介入群の学生には、科学の授業時に毎回、「授業内で習ったことの有用性」と「現実の生活で使えそうな価値」を考えてまとめてもらうように指示した。対照群の学生には、授業で習ったことをまとめることだけを指示した。 結果、介入を受けた学生のうち、将来の成功への期待が低い生徒たちの間で、科学への関心も科学の成績も向上した。将来の成功の期待が高い生徒たちでは、有意差はないものの負の影響があった。
出典:Hulleman, Chris & Harackiewicz, Judith. (2009). p.1410 Fig. 1に加筆
対象者
主に自治体の教育関係担当部署の方
ひと言メモ!
二つの点から非常に応用しやすく、興味深いナッジだと思いました。 ①「自分事にしてほしいこと」に応用できるナッジである点。自分事にして考えてもらうために、自分の生活と促進したいことの関連性を考えてもらう段階を作ることで効果が得られるというのは応用しやすいと思います。 ②異質性が存在する点。この事例では、将来への成功の期待が低い人の間でナッジにプラスの効果がありました。このナッジが効いた理由が、そういった人がふだんは具体的な将来のイメージを描けていないからというものであれば、このナッジは他の場面でも有効に機能しそうです。

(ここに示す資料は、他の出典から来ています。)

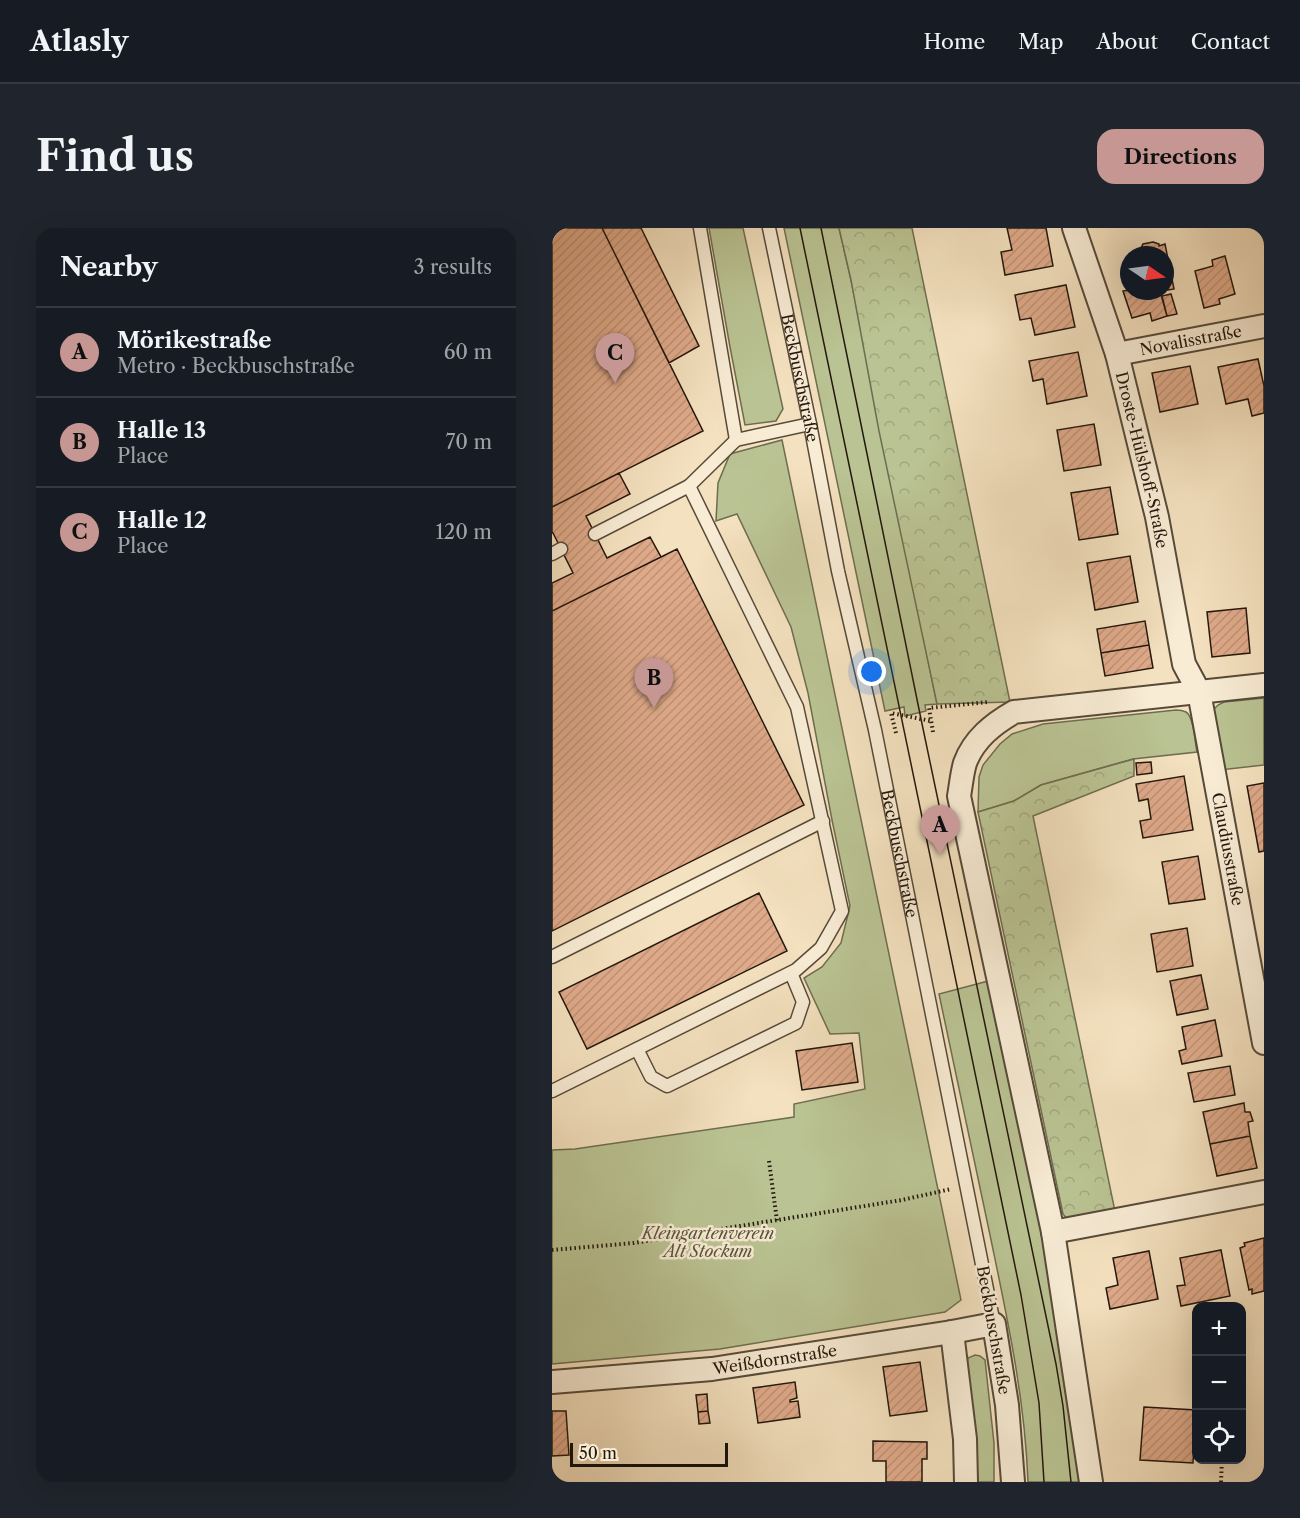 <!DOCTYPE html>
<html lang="en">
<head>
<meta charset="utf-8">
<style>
  :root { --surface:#171b24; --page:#20242c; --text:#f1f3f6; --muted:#9ea1a6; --line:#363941; --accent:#c59692 }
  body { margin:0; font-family:"Libre Caslon Text",serif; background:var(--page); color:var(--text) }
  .controls { position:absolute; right:18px; bottom:18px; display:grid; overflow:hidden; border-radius:12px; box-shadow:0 6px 24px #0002 }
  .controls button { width:54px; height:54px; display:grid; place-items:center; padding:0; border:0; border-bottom:2px solid var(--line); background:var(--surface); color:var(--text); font:30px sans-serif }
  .compass { position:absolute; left:568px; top:18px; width:54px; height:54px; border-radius:50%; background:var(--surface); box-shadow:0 6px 24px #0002; rotate:103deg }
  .scale { position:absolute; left:18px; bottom:15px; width:158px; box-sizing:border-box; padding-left:6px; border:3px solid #23170c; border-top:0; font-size:16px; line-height:21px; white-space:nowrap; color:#23170c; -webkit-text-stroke:4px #f8ecd5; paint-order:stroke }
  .you { position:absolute; left:320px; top:444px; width:21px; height:21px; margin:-15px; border:4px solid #fff; border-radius:50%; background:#1a73e8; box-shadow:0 0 0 9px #1a73e833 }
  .badge { display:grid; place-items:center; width:39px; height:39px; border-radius:50%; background:var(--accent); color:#111; font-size:20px; font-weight:700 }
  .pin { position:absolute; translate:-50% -50px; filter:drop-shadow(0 2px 3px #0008) }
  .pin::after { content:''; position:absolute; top:32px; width:21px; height:18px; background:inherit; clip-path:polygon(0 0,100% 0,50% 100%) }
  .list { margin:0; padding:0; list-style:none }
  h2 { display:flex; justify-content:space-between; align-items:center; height:78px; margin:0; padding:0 24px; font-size:26px }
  h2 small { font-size:20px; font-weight:400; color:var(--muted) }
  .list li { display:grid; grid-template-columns:39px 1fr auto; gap:18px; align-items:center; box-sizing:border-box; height:90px; padding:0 24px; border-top:2px solid var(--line) }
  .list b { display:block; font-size:22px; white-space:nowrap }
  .list p { margin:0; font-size:20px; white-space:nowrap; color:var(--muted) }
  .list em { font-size:20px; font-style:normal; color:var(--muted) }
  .icon { flex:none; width:33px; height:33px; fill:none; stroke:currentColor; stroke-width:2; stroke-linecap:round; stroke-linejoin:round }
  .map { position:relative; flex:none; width:712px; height:1254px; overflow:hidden; border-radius:18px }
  header { display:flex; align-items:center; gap:36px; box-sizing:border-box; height:84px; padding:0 30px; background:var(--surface); border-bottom:2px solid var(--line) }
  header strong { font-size:28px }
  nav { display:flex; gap:33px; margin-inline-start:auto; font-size:21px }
  .intro { display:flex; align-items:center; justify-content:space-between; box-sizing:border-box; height:144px; padding:0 36px }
  h1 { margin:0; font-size:42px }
  .button { padding:15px 27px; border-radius:18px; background:var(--accent); color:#111; font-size:21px; font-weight:700 }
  main { display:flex; gap:36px; padding:0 36px }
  aside { flex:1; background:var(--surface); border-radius:18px; box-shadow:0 6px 24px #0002 }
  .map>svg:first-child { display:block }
</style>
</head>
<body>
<header>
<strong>Atlasly</strong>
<nav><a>Home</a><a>Map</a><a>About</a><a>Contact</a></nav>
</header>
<div class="intro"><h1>Find us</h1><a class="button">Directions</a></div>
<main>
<aside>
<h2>Nearby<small>3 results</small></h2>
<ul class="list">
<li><span class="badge">A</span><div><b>Mörikestraße</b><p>Metro · Beckbuschstraße</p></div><em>60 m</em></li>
<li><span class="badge">B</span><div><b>Halle 13</b><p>Place</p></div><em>70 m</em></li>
<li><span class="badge">C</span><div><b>Halle 12</b><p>Place</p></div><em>120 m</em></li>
</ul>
</aside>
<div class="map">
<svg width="712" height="1254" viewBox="0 0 712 1254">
  <defs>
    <pattern id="forest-crowns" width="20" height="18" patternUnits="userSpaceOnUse" patternTransform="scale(1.5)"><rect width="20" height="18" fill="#bac393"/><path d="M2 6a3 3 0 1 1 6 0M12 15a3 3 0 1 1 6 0" fill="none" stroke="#a0a77e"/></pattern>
    <pattern id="building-hatch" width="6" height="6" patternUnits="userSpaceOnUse" patternTransform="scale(1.5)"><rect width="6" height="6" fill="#dfaa8a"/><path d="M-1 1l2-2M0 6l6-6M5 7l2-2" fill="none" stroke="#bf9276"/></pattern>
  </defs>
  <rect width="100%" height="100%" fill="#f4e1bf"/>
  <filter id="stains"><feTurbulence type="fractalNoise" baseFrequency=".00333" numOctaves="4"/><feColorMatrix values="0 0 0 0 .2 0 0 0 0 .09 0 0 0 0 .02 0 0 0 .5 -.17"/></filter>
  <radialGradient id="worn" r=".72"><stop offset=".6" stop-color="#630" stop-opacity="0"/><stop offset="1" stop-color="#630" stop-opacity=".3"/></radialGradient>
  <path fill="#bac393" stroke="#6e6d50" stroke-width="1.5" d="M157 0H191L231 181 224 193 193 197 178 119Z
    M232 0H287L299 52 385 476 373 477 374 483 353 488 352 479 333 483Z
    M230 212 409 1072 393 1084 168 1121 0 1136V922L23 921 242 889V876L313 861 307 805 278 806 252 750 270 739 289 715 298 678 280 592 256 465 239 399 185 286 164 293 166 255 178 226Z
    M712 470V537L668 542 661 482 666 477 672 474Z
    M624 482C627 482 632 483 634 484 642 489 643 515 645 524L581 531 489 557 462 573 426 584 427 549 431 537 448 516 460 506 491 496Z
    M440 752 539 1254H476C473 1170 455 1089 438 1007 421 927 404 847 387 766Z
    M423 1127 428 1128 433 1132 442 1215V1254H420L414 1138 416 1130Z"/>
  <path fill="url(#forest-crowns)" stroke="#6e6d50" stroke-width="1.5" d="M287 0H360L458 474 385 476 327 203 299 52Z
    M582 531V548L481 588 564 988 517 993 511 986 426 584 462 573 489 557Z"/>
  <path fill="url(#building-hatch)" stroke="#23170c" stroke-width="1.5" d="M0 0H50L151 203 0 279Z
    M50 0H89L147 118 117 135Z
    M455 0H494L501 38 453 47 449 24 460 22Z
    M601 14 607 16V18L613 16 622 61 616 62 613 61V27H589L588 22 591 16Z
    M673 28 683 66 667 71 668 76 652 80 643 43 661 38 660 32Z
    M514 57 523 99 483 107 479 90 468 92 463 67Z
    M577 62V63H608L615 88 600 93 598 85 580 90 571 63Z
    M619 66 625 86 615 88 610 68Z
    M526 124 535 168 495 176 491 151 481 153 477 133Z
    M706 131 712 158V185L700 188 696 171 674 176 666 139Z
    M638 138 646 176 608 184 600 145Z
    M542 196 549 237 512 243 505 202Z
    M67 245 78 266 34 288 55 330 98 309 109 329 0 383V355L21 345 1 305H0V279Z
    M558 259 566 306 527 312 519 265Z
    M125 321 252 577 0 703V383Z
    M578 328 586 374 543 382 535 335Z
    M694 380 698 425 660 429 655 384Z
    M593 393 597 417 549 425 545 401Z
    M597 417 601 440 553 448 549 425Z
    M599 534 600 545 585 547 584 535Z
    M632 548 641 602 591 610 588 593 599 591 596 571 587 573 584 556Z
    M712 555V623L707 624 695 558Z
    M646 628 653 671 617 676 610 634Z
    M207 665 235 723 35 821 7 764Z
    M635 700 641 738 605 744 599 706Z
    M649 747 656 781 625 787 618 753Z
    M663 792 670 828 630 836 627 823 634 821 630 799Z
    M300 815 306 854 250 862 244 823Z
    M678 838 683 867 642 874 636 845Z
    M692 875 693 884H698L701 893 696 894 698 908 658 916 651 884Z
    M698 908 705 940 665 948 658 916Z
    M712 1010V1063L700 1066V1061L697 1062 688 1020 693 1018 692 1015Z
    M669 1022 678 1068 629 1078 625 1058 633 1057 628 1030Z
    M597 1023 606 1071 558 1081 554 1060 566 1057 561 1030Z
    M368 1134 375 1183 338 1188 331 1139Z
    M243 1154 245 1170 238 1172V1174L246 1173 248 1189 206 1195 201 1160Z
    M155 1166 156 1183 146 1184 144 1167Z
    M592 1179 644 1182 641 1235 588 1232Z
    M0 1183H14L17 1227 0 1228Z
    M156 1183 158 1195 147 1196 146 1184Z
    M321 1213 375 1214V1231H370V1254H334V1233H321Z"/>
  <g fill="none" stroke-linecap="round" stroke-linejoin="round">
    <g stroke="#574a39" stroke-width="15">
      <g id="service">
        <path d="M148 0 184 212"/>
        <path id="s1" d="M217 0 258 196 286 343 323 502 442 1096"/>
        <path d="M137 258 184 212 258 196"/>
        <path d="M0 326 9 321"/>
        <path d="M0 729 271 593"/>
        <path d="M85 821 99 849 115 858 244 795 251 774 239 745"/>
        <path d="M0 863 244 742 269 720 290 683 245 479 137 258 43 306"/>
      </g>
    </g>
    <g stroke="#574a39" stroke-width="26">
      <g id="minor">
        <path id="s2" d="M522 0 565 126 605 289 632 436 647 464 712 815"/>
        <path id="s3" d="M565 126 712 98"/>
        <path d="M501 1004 712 964"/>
        <path d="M400 1104 413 1211 414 1254"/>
        <path id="s4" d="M0 1154 160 1141 400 1104 442 1096 455 1177 461 1254"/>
        <path d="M539 1254 501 1004 407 568C409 557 410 545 413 535 422 511 441 496 462 484L712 457"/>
      </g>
    </g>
    <path stroke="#23170c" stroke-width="4" stroke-dasharray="1.5 3" stroke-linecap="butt" d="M381 504 377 480 436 474
      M344 505 339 485 379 493
      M217 933 225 993
      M0 1022 82 1015 350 972 399 961
      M642 1212H644
      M669 1254 670 1232"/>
    <use href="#service" stroke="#f8ecd5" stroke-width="12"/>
    <use href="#minor" stroke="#f8ecd5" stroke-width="22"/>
    <path stroke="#23170c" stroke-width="1.5" d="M248 0 469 1067 487 1175 492 1254
      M269 0 369 491 504 1136 511 1178 519 1254"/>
  </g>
  <g text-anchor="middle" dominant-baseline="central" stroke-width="5" stroke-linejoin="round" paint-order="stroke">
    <g font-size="16" fill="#23170c" stroke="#f8ecd5">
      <text stroke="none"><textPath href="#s3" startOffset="75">Novalisstraße</textPath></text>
      <text stroke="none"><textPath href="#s1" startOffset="153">Beckbuschstraße</textPath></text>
      <text stroke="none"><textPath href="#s2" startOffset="242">Droste-Hülshoff-Straße</textPath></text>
      <text stroke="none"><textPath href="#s2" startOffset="642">Claudiusstraße</textPath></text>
      <text stroke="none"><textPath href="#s1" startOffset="639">Beckbuschstraße</textPath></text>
      <text transform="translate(442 1102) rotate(80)">Beckbuschstraße</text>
      <text stroke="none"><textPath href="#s4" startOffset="224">Weißdornstraße</textPath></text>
    </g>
    <g font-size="16" font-style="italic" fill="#58533b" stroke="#f8ecd5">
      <text x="156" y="1005">Kleingartenverein<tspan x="156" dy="18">Alt Stockum</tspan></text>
    </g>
  </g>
  <rect width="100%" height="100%" filter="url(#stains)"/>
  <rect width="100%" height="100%" fill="url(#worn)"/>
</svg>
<div class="controls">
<button>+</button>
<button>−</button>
<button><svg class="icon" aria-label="locate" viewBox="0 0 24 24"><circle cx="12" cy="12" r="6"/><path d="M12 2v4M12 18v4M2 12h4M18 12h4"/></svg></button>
</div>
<svg class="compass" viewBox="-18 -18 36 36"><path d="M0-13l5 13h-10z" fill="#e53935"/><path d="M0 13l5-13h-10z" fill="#9ea1a6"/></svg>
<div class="scale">50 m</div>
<div class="you"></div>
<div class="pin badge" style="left:388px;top:627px">A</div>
<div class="pin badge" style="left:102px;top:480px">B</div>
<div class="pin badge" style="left:63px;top:155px">C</div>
</div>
</main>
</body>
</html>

例えば、防災を促進する際に政策的に行動変容を促したいのは防災への関心が低い人です。そういった人々は災害が起きたらどういった問題が起きて、何に困るのかをイメージできていない可能性があります。そういった人に日々の生活との関連を考えてもらう機会を提供することで、防災を促進できるかもしれません(大阪大学・野元)。
参考
Hulleman, Chris & Harackiewicz, Judith. (2009). Promoting Interest and Performance in High School Science Classes. Science (New York, N.Y.). 326. 1410-2. 10.1126/science.1177067.